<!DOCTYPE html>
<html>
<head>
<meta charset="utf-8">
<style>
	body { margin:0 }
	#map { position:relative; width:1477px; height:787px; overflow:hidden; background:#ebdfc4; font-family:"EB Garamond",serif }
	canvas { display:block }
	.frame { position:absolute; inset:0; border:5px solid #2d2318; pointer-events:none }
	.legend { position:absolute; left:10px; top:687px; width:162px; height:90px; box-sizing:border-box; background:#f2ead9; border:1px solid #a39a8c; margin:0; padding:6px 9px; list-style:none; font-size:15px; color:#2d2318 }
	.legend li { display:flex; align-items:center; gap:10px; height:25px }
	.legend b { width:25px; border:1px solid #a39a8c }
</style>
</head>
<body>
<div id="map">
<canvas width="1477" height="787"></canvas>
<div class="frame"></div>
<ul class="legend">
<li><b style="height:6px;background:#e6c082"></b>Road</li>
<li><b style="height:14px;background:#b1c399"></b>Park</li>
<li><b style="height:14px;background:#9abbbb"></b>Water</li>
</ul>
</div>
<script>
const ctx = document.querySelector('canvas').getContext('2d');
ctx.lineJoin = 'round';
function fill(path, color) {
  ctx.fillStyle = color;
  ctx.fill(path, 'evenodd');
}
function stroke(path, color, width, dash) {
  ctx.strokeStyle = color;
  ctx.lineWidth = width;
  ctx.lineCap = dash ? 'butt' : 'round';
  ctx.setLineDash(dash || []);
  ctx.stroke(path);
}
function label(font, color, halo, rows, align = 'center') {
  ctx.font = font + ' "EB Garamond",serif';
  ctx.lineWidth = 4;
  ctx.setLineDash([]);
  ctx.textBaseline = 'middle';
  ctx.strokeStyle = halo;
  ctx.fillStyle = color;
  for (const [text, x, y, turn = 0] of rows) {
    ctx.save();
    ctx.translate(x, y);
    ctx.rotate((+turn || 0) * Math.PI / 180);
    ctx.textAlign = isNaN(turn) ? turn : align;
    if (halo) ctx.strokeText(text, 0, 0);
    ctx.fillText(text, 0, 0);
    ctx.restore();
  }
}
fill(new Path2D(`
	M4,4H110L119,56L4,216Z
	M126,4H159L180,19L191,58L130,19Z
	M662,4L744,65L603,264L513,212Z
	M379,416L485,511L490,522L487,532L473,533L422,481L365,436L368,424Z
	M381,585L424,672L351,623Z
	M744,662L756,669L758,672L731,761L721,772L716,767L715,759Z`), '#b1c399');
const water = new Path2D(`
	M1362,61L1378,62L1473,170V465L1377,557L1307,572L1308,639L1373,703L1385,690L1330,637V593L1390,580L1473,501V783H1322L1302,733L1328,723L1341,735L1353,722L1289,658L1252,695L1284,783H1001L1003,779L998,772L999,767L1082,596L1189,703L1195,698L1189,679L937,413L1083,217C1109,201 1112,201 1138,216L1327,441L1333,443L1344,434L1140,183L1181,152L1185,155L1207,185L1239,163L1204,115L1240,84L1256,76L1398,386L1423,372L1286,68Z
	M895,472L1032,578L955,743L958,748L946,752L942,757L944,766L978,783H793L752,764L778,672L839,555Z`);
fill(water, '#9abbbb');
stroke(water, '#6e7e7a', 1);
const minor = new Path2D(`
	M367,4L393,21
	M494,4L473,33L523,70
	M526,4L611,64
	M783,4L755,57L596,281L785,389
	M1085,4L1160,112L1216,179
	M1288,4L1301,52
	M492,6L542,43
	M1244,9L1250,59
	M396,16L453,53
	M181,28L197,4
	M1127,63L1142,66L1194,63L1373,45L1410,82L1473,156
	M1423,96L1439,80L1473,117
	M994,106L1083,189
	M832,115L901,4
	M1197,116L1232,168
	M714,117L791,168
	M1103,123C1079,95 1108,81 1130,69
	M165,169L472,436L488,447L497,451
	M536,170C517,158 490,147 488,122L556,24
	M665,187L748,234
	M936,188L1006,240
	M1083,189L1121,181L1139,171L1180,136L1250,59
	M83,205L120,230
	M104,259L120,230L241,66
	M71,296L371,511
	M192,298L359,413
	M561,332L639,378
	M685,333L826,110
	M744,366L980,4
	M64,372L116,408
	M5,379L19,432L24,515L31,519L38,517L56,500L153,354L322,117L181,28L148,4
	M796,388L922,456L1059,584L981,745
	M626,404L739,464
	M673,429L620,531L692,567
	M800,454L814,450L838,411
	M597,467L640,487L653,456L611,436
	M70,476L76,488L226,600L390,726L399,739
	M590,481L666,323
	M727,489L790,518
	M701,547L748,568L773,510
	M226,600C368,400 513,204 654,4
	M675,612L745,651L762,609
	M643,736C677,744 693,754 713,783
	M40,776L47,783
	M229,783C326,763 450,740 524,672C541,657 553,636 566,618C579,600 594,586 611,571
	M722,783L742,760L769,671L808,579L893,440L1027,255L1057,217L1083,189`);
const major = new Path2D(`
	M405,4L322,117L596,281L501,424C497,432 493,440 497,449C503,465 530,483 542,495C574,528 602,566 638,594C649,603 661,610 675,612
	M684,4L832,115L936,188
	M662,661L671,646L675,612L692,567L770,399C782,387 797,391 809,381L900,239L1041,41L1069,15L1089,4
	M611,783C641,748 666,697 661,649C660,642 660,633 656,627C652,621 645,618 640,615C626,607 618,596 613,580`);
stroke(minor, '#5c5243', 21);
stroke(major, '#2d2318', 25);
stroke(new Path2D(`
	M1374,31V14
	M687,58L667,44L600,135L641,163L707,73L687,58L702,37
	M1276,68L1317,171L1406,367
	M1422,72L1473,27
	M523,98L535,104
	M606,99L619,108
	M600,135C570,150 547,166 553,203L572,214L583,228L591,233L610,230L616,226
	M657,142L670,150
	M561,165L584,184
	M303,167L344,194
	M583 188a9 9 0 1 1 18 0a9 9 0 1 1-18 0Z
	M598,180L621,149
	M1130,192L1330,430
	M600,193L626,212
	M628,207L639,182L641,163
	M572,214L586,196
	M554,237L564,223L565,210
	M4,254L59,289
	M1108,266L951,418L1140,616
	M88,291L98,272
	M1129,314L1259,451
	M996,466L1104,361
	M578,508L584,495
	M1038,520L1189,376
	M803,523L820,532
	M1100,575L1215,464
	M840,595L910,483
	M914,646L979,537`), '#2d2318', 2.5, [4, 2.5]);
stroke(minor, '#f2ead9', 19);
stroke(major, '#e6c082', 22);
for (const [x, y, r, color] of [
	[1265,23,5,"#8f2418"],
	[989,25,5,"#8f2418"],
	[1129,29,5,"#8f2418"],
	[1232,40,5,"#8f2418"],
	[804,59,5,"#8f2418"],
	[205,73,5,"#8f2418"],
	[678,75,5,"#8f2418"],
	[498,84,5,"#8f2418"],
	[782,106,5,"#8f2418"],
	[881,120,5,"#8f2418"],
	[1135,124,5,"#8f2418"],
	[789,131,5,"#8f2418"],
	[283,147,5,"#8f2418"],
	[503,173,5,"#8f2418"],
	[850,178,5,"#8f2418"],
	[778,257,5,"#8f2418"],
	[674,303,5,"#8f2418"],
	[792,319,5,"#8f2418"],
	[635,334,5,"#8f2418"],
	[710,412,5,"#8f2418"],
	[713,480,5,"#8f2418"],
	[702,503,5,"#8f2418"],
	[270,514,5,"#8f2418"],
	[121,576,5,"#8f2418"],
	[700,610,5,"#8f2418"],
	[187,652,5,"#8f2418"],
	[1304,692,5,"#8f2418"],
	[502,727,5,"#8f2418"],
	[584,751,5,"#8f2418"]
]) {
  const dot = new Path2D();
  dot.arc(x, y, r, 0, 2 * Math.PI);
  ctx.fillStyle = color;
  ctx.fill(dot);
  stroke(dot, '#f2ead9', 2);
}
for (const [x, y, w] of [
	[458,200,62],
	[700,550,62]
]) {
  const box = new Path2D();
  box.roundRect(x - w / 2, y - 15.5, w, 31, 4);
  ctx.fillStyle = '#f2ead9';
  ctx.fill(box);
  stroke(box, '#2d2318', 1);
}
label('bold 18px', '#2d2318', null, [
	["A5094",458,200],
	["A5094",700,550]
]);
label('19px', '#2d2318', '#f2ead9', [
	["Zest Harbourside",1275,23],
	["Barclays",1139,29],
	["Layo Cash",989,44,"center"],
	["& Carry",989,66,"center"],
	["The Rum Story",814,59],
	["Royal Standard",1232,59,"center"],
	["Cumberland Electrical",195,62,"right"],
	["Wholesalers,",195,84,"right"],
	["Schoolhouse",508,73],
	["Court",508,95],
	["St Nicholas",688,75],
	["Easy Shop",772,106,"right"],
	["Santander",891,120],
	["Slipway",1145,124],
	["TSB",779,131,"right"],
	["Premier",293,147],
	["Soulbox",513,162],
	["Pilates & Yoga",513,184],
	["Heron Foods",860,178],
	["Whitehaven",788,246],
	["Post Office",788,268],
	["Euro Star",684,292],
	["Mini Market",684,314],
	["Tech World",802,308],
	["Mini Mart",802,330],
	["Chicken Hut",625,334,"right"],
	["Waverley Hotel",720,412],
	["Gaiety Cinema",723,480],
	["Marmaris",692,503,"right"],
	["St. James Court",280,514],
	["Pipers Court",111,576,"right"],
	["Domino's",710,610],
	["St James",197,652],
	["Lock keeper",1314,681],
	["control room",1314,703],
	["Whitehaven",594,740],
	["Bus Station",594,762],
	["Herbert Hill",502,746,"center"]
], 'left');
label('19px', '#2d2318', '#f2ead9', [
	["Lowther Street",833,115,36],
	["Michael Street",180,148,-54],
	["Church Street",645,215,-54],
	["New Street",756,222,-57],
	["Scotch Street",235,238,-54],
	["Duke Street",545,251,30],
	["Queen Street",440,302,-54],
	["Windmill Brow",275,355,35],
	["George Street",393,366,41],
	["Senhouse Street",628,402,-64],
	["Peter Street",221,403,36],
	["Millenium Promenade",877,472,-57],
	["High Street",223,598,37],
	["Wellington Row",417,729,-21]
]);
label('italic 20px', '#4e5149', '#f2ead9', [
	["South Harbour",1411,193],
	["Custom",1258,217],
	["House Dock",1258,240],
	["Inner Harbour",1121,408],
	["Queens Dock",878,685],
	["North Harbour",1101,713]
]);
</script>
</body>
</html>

• **Your objective**
Each line that contains the string "Math" counts once; report how many such lines the entries have, giving only the number.

• **Task answer**
2